Description of problem: In a recent deployment of RHCI trying to set up RHEV + CFME, I got myself in trouble during provisioning the two RHEV nodes, and despite our efforts to get back on track, were unable to. The blades in our environment are old and need manual rebooting and PXE selection during the discovery and provisioning process, and when the unified installer was waiting for the hypervisor system to deploy (I needed to reboot it and ensure it PXE'd off the right NIC), I accidentally rebooted the engine system and it was re-registered with Satellite, showing two entries in Discovered Hosts, one with the name I had set in the unified installer, and one that was just the mac address. After the hypervisor was successfully deployed, I started the process for the engine, but when it rebooted to be provisioned, it was blocked from doing so, its MAC and IP addresses were recognized as being a duplicate of another system, and the system just looped, complaining about that. We ended up deleting both entries from the Discovered Hosts, and manually provisioning the engine system, giving it the same name as originally specified in the unified installer. After the system was provisioned and online, we thought we were back on track, but the unified installer never recognized it as the system it was waiting for, and eventually timed out, with an Error Couldn't find Host::Base with id=5. It would be great if there was something we could do to make this process more robust. Having to throw out the deployment and start over again hurts. I don't know if there's something we could do to recognize duplicate hosts and not have that screw things up, or if there's something we could do to manually point out that the node it was looking for had issues, but this node over here is what we now want it to use, or something smarter. I imagine running into issues like this would be more difficult in a more modern environment, but mistakes happen and it would be nice if we had more leeway to get back on track when troubleshooting has to happen. Version-Release number of selected component (if applicable): 1-22 build
Created attachment 1119302 [details] Error Message Displayed on Installation Progress screen
The root of the problem is that rebooting a discovered host after it has been renamed on the rhev configuration pages, but before it's converted to a managed host causes a duplicate discovered host entry with a conflicting IP and MAC address. This will generally also cause the host to fail being converted from a discovered to managed host.
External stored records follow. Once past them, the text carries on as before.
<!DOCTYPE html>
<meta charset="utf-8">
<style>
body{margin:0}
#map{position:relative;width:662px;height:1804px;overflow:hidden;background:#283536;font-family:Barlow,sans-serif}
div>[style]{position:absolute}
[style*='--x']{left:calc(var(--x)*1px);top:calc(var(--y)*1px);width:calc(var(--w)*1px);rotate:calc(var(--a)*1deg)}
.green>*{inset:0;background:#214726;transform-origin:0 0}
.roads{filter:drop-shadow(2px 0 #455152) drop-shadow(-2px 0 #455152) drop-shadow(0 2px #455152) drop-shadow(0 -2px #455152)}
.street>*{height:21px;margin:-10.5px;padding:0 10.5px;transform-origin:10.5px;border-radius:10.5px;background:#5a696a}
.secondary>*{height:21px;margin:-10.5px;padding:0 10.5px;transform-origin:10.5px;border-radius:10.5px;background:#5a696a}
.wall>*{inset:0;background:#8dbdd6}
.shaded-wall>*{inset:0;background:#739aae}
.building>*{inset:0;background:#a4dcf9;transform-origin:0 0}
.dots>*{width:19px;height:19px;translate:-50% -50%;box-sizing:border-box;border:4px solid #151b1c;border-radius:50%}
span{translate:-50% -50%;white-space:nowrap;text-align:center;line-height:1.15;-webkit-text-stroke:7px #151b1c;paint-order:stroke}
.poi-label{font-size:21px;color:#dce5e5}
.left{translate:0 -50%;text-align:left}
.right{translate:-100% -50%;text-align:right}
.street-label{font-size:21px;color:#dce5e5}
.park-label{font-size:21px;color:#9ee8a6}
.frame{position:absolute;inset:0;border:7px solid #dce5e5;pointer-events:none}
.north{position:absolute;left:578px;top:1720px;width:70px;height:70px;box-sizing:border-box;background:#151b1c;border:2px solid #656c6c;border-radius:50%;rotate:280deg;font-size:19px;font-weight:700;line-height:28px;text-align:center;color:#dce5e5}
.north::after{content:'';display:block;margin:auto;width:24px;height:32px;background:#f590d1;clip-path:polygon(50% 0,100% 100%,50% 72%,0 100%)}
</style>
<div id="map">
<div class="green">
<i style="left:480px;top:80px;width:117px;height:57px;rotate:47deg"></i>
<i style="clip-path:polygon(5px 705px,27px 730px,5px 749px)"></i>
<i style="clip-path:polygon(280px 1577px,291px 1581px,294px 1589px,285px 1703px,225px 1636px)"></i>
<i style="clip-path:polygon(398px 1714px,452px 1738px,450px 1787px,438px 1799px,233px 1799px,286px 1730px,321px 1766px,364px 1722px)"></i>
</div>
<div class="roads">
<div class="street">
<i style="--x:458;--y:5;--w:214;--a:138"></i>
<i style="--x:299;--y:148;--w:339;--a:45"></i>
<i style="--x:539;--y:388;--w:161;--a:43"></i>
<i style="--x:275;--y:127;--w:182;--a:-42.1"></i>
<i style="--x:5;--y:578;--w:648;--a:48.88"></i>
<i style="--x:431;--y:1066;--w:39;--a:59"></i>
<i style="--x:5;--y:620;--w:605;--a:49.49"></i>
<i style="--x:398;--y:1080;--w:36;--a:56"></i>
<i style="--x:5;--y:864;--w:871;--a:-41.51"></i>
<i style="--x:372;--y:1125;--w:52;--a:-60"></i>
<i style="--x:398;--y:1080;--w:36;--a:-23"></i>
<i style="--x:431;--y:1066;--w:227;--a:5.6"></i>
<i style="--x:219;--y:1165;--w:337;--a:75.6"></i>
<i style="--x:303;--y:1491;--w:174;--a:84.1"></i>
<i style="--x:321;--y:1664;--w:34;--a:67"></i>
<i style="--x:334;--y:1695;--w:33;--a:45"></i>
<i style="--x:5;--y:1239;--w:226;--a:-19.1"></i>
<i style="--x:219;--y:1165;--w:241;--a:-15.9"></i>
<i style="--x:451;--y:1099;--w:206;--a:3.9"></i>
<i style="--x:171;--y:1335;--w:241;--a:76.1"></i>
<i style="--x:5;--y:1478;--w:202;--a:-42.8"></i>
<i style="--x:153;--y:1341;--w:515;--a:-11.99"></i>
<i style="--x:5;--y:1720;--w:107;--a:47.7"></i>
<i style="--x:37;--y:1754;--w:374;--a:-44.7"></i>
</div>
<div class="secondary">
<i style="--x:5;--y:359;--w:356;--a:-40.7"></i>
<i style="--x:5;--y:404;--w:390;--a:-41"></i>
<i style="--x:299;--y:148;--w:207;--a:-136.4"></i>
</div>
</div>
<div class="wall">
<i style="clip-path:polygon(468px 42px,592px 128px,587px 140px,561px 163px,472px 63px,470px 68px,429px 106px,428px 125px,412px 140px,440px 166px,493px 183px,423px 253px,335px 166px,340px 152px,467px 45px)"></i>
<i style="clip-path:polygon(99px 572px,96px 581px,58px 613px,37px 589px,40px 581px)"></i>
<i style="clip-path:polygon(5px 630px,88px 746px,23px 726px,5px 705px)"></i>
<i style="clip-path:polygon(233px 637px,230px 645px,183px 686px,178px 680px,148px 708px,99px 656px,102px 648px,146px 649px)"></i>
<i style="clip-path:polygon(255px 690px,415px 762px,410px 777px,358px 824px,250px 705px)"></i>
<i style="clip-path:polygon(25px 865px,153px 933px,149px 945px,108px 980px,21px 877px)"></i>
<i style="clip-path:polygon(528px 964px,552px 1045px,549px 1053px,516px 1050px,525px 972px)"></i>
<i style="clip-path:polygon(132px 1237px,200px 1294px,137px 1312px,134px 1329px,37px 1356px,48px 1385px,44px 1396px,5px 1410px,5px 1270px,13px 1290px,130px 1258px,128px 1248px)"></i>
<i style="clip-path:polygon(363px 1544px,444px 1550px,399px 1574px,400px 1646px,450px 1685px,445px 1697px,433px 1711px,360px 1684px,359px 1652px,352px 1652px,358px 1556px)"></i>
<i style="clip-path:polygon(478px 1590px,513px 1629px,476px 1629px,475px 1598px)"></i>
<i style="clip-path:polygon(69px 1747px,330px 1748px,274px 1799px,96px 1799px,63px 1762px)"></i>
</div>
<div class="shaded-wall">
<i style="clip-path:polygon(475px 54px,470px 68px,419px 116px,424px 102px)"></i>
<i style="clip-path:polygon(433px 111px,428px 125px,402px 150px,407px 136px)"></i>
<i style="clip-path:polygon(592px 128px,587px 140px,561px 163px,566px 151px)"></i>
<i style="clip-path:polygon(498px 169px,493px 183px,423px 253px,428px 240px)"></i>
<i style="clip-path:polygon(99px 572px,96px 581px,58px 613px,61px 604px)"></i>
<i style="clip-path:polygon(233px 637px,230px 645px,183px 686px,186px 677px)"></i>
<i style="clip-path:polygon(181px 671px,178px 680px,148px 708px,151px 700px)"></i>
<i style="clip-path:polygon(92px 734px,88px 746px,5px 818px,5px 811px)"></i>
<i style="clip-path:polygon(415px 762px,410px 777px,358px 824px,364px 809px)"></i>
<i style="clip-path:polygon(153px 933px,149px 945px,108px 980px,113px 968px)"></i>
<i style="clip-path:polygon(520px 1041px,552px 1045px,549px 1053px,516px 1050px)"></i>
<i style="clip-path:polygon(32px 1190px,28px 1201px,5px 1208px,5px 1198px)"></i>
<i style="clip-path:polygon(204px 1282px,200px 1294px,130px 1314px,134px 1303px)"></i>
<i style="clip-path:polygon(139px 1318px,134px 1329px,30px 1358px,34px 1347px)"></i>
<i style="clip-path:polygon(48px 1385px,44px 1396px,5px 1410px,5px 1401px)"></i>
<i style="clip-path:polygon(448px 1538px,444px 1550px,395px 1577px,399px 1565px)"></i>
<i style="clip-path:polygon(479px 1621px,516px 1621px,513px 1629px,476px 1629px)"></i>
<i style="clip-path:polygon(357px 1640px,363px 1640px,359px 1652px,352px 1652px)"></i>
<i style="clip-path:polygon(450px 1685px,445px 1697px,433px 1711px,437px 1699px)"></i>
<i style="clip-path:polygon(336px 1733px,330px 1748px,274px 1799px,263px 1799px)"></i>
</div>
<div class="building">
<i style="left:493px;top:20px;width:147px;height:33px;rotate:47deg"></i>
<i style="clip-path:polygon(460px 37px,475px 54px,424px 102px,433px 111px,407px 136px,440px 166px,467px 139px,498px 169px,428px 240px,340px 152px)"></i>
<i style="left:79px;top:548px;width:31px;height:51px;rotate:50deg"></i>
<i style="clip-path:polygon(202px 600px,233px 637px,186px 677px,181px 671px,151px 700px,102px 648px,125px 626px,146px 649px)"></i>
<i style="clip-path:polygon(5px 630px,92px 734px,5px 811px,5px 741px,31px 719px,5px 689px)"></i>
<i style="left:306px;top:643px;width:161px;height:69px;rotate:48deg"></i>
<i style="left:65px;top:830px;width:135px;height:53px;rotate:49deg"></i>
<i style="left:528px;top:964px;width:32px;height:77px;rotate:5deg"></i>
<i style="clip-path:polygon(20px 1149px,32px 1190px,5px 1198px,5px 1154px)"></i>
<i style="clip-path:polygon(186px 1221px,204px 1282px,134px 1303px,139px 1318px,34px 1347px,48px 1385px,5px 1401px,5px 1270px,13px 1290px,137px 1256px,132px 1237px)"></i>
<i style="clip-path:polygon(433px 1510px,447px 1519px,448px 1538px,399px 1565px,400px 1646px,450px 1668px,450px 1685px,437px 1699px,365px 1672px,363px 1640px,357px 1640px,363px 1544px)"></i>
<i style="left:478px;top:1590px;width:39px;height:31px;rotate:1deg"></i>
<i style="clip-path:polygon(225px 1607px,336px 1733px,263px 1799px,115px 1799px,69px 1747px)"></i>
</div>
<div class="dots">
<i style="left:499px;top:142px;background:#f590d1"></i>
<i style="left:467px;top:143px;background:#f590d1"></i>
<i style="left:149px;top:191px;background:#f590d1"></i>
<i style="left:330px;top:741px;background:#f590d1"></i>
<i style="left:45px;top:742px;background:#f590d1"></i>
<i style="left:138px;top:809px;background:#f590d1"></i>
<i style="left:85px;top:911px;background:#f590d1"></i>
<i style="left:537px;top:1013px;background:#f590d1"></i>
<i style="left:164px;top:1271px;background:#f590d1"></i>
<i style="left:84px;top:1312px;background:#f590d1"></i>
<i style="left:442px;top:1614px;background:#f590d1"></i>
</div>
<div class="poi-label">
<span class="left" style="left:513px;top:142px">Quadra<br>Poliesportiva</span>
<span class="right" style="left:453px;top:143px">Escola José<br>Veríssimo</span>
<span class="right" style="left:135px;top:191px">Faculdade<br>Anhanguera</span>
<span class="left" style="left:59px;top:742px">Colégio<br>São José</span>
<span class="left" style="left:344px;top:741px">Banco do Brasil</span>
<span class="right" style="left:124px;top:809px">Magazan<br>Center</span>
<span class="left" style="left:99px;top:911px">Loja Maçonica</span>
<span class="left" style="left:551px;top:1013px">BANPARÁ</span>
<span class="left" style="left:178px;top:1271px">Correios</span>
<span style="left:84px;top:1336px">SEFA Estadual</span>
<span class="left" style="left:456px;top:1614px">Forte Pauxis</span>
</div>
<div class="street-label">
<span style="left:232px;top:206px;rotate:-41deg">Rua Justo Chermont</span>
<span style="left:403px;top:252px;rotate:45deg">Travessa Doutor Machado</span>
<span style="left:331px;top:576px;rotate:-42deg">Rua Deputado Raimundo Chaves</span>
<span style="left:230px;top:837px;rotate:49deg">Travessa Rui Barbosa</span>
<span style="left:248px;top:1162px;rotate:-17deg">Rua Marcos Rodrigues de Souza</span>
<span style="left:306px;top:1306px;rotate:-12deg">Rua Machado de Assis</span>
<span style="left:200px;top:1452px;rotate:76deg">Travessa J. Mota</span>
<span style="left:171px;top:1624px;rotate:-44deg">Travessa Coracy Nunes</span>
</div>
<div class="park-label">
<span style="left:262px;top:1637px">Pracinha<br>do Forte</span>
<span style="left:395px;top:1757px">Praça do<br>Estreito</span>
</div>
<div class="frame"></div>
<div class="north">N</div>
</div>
The simplest strategy is probably looking at not renaming the discovered host until we convert it to a managed host.
We are deferring this to post-GA. Once we come back to working this we would like the fix to ensure that no changes are made to the state of Satellite until the deploy button is clicked. i.e., let's not make any name changes to the discovered hosts during the UI selection process. We want to queue the changes and only execute them after deploy is clicked.